(7) Syd'Quan Thompspn
SydQuan Thompson 2008 Highlights (via ronenlish1)
My first memories of Syd'Quan Thompson was his performance against Tennessee. Most Cal fans will remember it wasn't good. Tennessee was scoring touchdowns on him. The aftermath of his performance was devastating. People were ripping him left and right saying how bad he sucks and how he shouldn't be playing. But what a lot of those people didn't realize was that Syd's problems against Tennessee were because he was wearing a cast on one of his wrists and he couldn't tackle. The problems weren't that he was blowing coverages. And if my memory serves me correctly, I don't think Tennessee really scored a touchdown over Syd; their touchdowns came from underneath passes where their WRs sort of ran over Syd's one handed attempts to pull them down. In other words, Syd's problems weren't really his coverage abilities. I'm not sure many Cal fans realized that though.
In my eyes, when I saw Syd see his first real reps in practice and on the field in 2006, my opinion was that Syd was a solid practice player. He covered his men well, and was around the ball when it was headed in his direction. He seemed like a solid player with a pretty good chance at being a great CB. A lot of Cal fans thought to the contrary though.
I had no idea Syd'Quan Thompson would be as good as he is today but I got my first hint that he might be this good at the 2006 Cal Football Awards banquet. At that banquet Daymeion Hughes (now Dante Hughes) won one of the defensive player awards.
I've talked about this many times before, but when somebody really good at their trade points out that someone else can be just as good or even better, you better listen. Those that are some of the best at their trade know what it takes to become the best, and who has what it comes to be the best. In 2006, Dante Hughes was one of the best CBs in the nation. He knew what it takes to get there, and he saw that Syd'Quan Thompson had it too.
When he took the stage to accept his award, he went through the usual thanks to family, coaches, and friends. Then he did something a little different. He went on to encourage the younger CBs to keep at it, practice hard, and don't give up. He said they could be as good as him. Then he singled out Syd'Quan Thompson. He said to Syd, in front of the entire banquet, that Syd could be better than him. He said it many times. "Syd, you can be better than me." He said it with conviction. He knew it.
(10) Anthony Ervin
Anthony Ervin (California) (via SwimmingWorldSPI)

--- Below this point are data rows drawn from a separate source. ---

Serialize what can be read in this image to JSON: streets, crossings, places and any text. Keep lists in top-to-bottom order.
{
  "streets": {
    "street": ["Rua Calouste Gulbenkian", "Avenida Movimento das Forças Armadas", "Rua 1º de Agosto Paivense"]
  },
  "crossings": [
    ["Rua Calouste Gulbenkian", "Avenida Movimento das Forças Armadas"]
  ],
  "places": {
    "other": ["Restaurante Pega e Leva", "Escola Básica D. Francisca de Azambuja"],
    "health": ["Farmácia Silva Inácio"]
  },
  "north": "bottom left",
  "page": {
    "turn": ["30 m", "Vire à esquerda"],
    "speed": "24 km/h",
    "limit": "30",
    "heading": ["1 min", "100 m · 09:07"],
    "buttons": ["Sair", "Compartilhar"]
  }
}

LEastCoastBears gives us tons of good info from the Calympics post on Anythony:
The feel good story of the US Swim trial, Anthony Ervin is again an Olympian. After winning a gold medal in the 50 freestyle at the 2000 Olympics, Tony (his preferred name to friends) retired in 2003 (after the end of his Cal career) when he was 22 years old to explore "other interests".
After joining a rock band in New York and various other youthful exploits (that some articles try to make a bigger deal than others), he eventually found himself teaching swimming to kids in both New York City and Oakland. Last year he began training again, and qualified for London by finishing second in the 50 free (by narrowly edging out fellow Cal bear, Nathan Adrian). Between his colorful sleeve tattoos and a more slender body type, Anthony stands out in the pool.

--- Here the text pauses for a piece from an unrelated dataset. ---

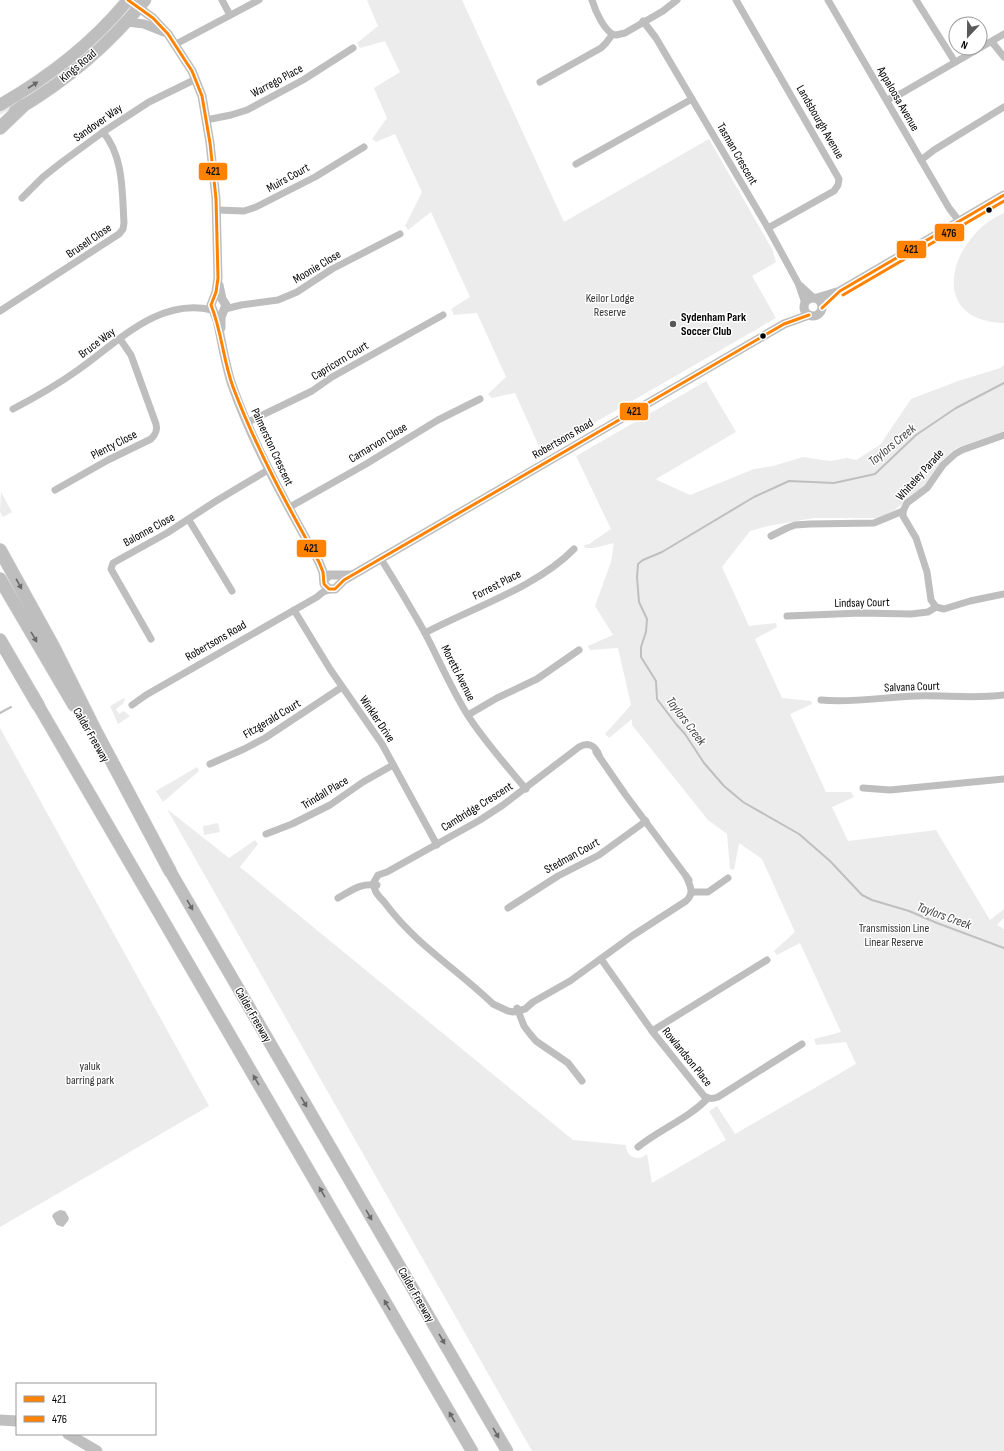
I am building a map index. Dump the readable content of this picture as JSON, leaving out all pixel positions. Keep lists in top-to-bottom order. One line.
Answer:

Also of note, Anthony auctioned off his 2000 Olympic gold medal on eBay to aid survivors of the 2004 tsunami. Anthony did eventual finish his Cal degree in English in 2010 and is now currently in the Cal graduate program for sport, culture and education.
- Event: 50 freestyle
- 2nd time Olympian (In Sydney 2000 Olympics won gold in 50 Free and silver in 4x100 Free relay)
- Cal career: 1999-2002
- A great sentimental comeback story (which NBC will surely milk in the Olympics), Anthony won a gold back in 2000 and proceed to take almost a decade off from swimming. After teaching kids to swim an year ago, Ervin decided to make a comeback and was able to finish second in 50 Free (narrowly edging out Nathan Adrian by 8/100th of a second).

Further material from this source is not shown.